1. Field of the Invention
The present invention relates generally to a chip carrier and a method of manufacturing thereof. More specifically, the present invention relates to a chip carrier having terminals along its peripheral edge, and a method of manufacturing thereof.
2. Description of the Related Art
Printed circuit boards are commonly manufactured in various shapes and sizes dependent upon the environment and the apparatus for which they are intended. Printed circuit boards may be referred to as chip carriers. Such diversity of shape and size is difficult to handle and process in the commonly used automated equipment to screen print solder, to populate the printed circuit boards, and to solder the electronic components to the printed circuit boards.
For the automated equipment to be economically advantageous and useful for high volume processing of printed circuit boards, required items should be uniformly sized and shaped for their transport through the machinery. Accordingly, to accommodate this uniform size and shape necessity, panels of printed circuit board substrates thus are sized larger than the printed circuit boards themselves. These panels have a “frame” of scrap or excess material surrounding the printed circuit boards within the panels. A frame is used for handling the printed circuit boards during processing. Multiple circuit boards, typically identical boards, may be accommodated in varying shapes and quantities within each panel. These panels ultimately require trimming around the printed circuit boards to eliminate the waste or scrap frame surrounding them.
As a final finishing step, scrap or frame material surrounding the printed circuit boards has been removed from the printed circuit boards by usually one of two processes. One method uses a router to rout and remove material surrounding the edges of the printed circuit boards. A router is a device, which may be very simple or may be highly mechanized and automated. For example, in the device, a motor drives a rotary bit to cut substrate material for the printed circuit boards at the edge of the printed circuit boards. In this manner, the printed circuit boards are removed from the frame of scrap material between the printed circuit boards and the edge of the panels. Routers of this type may be numerically or computer controlled and typically are used in facilities manufacturing a large number of circuit boards. Routing has been the process used whenever the card shapes are other than “pure” rectangles. For example, the circuit boards may have protruding tabs for contact pads.
Routing a panel of printed circuit boards can consume several minutes. By reducing the routing time, a significantly higher number of panels can be processed by the router in the same period of time, significantly reducing the cost of the scrap separation step. The time consumed in the routing operation makes it an expensive step in printed circuit boards' production and a primary target for cost reduction.
A second process of excess or scrap material removal involves scoring the panels of the printed circuit boards to define the exterior boundaries of the printed circuit boards. This scoring weakens the scrap frame around the printed circuit boards to the point where they may be easily broken or snapped in a manual scrap removal operation. Scoring of the panel results in score lines being formed in one, or preferably both, faces of the printed circuit boards' panel. The scoring of the opposite faces of the panel may be accomplished by a machine that has two opposing rotary blades that cut into the surface of the printed circuit boards' panel. Rotating blades close from opposite directions onto the printed circuit boards; and, as the printed circuit boards are translated relative to the blades, a groove or score is cut into each of the opposing surfaces of the printed circuit boards' panel, leaving a thin web of material between the two opposing grooves or score lines.

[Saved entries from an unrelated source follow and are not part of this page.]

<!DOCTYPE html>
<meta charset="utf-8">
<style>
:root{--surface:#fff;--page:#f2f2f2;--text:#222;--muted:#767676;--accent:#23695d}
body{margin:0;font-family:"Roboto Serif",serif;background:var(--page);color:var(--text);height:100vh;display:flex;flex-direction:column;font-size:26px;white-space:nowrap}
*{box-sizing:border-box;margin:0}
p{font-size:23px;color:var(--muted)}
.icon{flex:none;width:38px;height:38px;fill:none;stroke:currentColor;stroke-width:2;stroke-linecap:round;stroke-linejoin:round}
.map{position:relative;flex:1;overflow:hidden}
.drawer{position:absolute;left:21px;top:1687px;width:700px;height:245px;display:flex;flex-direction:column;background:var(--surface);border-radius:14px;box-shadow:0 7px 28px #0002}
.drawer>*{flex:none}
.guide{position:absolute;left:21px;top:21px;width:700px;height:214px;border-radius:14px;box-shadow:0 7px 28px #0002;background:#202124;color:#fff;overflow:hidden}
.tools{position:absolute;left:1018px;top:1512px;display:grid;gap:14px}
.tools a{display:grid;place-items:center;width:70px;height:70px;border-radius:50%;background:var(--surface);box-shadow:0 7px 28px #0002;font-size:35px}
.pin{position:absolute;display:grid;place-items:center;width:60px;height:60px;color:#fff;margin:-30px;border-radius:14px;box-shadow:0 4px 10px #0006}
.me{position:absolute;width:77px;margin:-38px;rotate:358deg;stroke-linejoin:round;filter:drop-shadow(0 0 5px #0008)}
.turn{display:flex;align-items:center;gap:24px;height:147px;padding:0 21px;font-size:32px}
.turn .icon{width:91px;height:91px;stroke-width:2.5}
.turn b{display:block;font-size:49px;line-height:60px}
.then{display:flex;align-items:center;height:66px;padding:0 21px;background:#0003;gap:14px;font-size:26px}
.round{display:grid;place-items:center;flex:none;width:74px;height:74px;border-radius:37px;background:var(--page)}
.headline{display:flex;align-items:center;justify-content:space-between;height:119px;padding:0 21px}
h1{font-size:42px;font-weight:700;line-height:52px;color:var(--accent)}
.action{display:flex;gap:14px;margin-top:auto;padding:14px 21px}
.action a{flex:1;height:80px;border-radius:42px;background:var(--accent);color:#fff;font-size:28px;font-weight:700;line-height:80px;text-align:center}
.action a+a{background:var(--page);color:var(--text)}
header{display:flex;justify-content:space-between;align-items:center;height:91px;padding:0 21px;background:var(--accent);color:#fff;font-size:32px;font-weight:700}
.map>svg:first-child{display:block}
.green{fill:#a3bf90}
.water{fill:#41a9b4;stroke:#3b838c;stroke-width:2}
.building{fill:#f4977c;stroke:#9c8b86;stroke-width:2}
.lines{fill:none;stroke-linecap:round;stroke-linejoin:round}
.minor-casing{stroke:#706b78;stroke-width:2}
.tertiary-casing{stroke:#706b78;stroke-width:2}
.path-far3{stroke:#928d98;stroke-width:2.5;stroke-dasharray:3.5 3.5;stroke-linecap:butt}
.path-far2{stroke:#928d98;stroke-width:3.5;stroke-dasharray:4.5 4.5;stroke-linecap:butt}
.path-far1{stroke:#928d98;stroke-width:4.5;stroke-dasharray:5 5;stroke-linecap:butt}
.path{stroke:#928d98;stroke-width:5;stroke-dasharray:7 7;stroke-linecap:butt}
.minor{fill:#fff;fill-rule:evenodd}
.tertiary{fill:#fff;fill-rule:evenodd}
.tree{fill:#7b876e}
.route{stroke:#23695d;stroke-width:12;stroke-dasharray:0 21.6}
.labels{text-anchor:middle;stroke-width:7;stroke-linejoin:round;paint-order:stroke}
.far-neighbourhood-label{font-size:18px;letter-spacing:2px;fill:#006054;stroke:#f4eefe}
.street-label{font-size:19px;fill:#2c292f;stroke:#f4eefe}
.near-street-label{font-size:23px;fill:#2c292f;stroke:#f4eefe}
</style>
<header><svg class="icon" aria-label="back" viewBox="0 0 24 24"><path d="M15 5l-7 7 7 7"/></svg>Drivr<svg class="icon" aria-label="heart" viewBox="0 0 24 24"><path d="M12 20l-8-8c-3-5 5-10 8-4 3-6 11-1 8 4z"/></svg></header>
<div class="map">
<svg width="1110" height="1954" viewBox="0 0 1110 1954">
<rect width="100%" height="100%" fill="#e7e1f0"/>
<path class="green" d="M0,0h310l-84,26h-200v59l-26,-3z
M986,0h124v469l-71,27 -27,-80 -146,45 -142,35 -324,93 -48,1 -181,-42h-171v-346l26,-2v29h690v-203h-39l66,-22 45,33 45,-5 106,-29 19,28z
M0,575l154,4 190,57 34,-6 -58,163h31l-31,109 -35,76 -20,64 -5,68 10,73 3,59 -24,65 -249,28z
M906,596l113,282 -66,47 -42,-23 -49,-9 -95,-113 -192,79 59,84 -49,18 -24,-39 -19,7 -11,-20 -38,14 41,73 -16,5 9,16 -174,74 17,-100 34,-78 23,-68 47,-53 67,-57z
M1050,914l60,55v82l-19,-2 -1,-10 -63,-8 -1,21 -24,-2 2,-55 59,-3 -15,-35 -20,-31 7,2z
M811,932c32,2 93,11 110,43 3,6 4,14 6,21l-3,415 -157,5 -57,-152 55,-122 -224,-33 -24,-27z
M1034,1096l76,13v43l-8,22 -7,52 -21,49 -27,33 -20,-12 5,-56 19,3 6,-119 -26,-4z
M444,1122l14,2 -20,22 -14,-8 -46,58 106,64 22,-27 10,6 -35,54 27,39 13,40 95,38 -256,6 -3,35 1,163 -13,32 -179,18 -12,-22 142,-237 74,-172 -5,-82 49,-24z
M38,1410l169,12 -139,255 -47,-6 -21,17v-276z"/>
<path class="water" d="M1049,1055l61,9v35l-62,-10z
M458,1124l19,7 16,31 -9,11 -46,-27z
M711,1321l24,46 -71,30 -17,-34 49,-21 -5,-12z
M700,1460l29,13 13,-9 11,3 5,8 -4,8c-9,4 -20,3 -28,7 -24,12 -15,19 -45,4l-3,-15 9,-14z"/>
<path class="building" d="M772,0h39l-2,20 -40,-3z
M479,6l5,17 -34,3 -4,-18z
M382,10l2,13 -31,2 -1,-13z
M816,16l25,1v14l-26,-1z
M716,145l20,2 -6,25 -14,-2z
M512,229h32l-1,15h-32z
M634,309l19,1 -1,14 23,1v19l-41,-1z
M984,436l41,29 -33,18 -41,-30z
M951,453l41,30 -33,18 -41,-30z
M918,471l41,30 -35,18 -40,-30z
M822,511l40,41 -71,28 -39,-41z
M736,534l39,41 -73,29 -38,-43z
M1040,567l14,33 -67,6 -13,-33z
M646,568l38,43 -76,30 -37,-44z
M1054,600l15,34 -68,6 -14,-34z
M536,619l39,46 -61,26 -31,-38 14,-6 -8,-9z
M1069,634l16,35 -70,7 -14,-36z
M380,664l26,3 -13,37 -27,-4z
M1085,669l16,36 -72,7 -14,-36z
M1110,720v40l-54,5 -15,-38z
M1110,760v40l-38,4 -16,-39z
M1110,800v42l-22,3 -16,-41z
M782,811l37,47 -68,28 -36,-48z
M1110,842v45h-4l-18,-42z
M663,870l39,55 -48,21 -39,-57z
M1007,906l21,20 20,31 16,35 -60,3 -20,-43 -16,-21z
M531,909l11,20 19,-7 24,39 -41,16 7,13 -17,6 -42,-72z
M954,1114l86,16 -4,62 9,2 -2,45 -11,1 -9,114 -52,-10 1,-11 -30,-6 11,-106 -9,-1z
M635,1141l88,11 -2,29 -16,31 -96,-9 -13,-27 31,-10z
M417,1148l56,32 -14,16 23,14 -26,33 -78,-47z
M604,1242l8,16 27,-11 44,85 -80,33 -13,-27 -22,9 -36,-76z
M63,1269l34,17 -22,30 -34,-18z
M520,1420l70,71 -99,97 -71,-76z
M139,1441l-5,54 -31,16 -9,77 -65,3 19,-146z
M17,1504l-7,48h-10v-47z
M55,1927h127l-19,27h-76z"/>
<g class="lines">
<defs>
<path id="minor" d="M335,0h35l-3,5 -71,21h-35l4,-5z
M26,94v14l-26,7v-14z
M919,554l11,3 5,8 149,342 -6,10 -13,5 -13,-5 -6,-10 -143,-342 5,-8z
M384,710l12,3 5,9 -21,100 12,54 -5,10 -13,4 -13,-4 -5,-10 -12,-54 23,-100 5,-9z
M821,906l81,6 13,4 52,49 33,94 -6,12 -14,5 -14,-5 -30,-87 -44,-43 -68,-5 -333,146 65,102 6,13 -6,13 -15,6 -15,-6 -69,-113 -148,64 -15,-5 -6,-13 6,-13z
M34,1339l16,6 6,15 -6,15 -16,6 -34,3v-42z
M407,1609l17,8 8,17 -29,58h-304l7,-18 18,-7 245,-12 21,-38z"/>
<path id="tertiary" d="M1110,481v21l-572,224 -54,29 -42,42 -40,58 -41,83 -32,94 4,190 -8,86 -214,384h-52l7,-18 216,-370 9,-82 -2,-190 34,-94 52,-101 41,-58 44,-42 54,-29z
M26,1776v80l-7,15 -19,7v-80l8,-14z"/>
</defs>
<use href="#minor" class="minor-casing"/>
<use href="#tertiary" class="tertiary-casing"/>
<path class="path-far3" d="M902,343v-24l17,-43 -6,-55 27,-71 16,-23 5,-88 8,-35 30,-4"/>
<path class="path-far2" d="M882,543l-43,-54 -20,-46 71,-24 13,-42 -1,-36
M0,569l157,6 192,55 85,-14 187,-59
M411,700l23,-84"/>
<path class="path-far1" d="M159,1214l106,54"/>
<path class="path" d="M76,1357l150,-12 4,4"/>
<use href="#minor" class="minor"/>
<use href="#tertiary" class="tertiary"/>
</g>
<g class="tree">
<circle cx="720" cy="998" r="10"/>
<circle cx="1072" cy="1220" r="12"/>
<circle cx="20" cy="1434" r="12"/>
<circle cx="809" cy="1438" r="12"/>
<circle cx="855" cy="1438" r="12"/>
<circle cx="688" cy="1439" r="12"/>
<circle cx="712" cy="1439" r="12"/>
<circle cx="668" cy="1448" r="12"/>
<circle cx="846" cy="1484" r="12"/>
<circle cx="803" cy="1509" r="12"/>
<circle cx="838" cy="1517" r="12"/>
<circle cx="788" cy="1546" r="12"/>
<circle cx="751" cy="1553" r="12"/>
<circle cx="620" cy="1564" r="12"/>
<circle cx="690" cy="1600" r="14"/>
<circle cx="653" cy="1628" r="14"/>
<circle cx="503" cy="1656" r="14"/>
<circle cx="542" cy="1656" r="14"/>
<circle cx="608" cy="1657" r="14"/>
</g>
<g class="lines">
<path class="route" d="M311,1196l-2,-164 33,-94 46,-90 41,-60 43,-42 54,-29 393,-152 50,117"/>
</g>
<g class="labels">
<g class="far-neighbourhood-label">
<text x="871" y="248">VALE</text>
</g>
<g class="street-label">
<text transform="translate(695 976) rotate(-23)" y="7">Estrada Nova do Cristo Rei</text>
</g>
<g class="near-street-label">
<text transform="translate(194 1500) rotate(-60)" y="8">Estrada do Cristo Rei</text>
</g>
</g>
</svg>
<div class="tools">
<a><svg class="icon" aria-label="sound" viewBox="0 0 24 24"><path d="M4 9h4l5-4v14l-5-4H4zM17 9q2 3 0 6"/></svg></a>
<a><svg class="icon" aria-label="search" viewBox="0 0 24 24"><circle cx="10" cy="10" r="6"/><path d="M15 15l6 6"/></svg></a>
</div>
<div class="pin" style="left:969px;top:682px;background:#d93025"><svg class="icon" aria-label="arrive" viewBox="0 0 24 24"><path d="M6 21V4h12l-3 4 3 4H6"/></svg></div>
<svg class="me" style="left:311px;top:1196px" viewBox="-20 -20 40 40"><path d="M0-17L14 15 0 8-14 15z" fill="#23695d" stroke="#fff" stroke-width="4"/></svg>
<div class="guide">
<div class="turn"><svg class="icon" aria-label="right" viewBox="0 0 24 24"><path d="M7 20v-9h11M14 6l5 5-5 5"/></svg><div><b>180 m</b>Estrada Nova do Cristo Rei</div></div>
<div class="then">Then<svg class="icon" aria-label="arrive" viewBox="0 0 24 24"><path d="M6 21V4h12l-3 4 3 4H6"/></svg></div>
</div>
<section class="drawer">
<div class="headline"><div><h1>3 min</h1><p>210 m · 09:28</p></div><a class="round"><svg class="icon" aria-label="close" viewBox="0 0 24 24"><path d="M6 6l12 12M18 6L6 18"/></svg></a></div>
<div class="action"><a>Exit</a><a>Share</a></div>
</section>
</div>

The remaining web of material extends between the printed circuit boards and the scrap material surrounding printed circuit boards. Score lines typically extend in such a manner that they intersect at the corners of the printed circuit boards as well as extend across the frames of the scrap material. The score lines severely weaken the panel, as intended, but also affect the rigidity of the panels to the point that the panels may not be reliably handled by the automated processing equipment used on the panels. For example, with automated processing equipment used for solder screening, populating of a board with electronic circuit board elements, and the soldering of the elements to a circuit board may not reliably handle these types of panels. Semiconductor devices and integrated circuits, such as printed circuit boards in particular, are in widespread use in electrical and electronic devices of many types.
Regardless of application, however, electrical connections are made to other devices for semiconductor devices and integrated circuits to operate and to perform a useful function. At the same time, the mechanical environment of such electronic components provides mechanical protection and heat dissipation as well as supporting the integrity of electrical connections within, and to the exterior, of an electronic device package. Such connections have become increasingly complex and of fine connection pitch as integration density of integrated circuits has increased in response to demands for increased functionality and performance as well as potential manufacturing economy; often requiring more connections to and between chips and forming complex networks.
Chip carriers are used to wire out signals, power, grounds or other nets from a silicon die to interface with a motherboard. These chip carriers are also referred to as “substrates”. Connections are often made on what is the bottom side of the substrate. For some silicon designs, more connections are required than the bottom side of the substrate allows, for a given connection pitch. While shrinking the connection pitch on the chip carrier may indeed provide more connections to the chip carrier, smaller connection pitches introduce other problems to the manufacturing of the chip carrier. Smaller connection pitches may result in poor socket contact or degrade connection reliability to unacceptable levels. These problems in turn result in a lower assembly yield and drive excessive cost for motherboard and printed circuit boards' fabrication.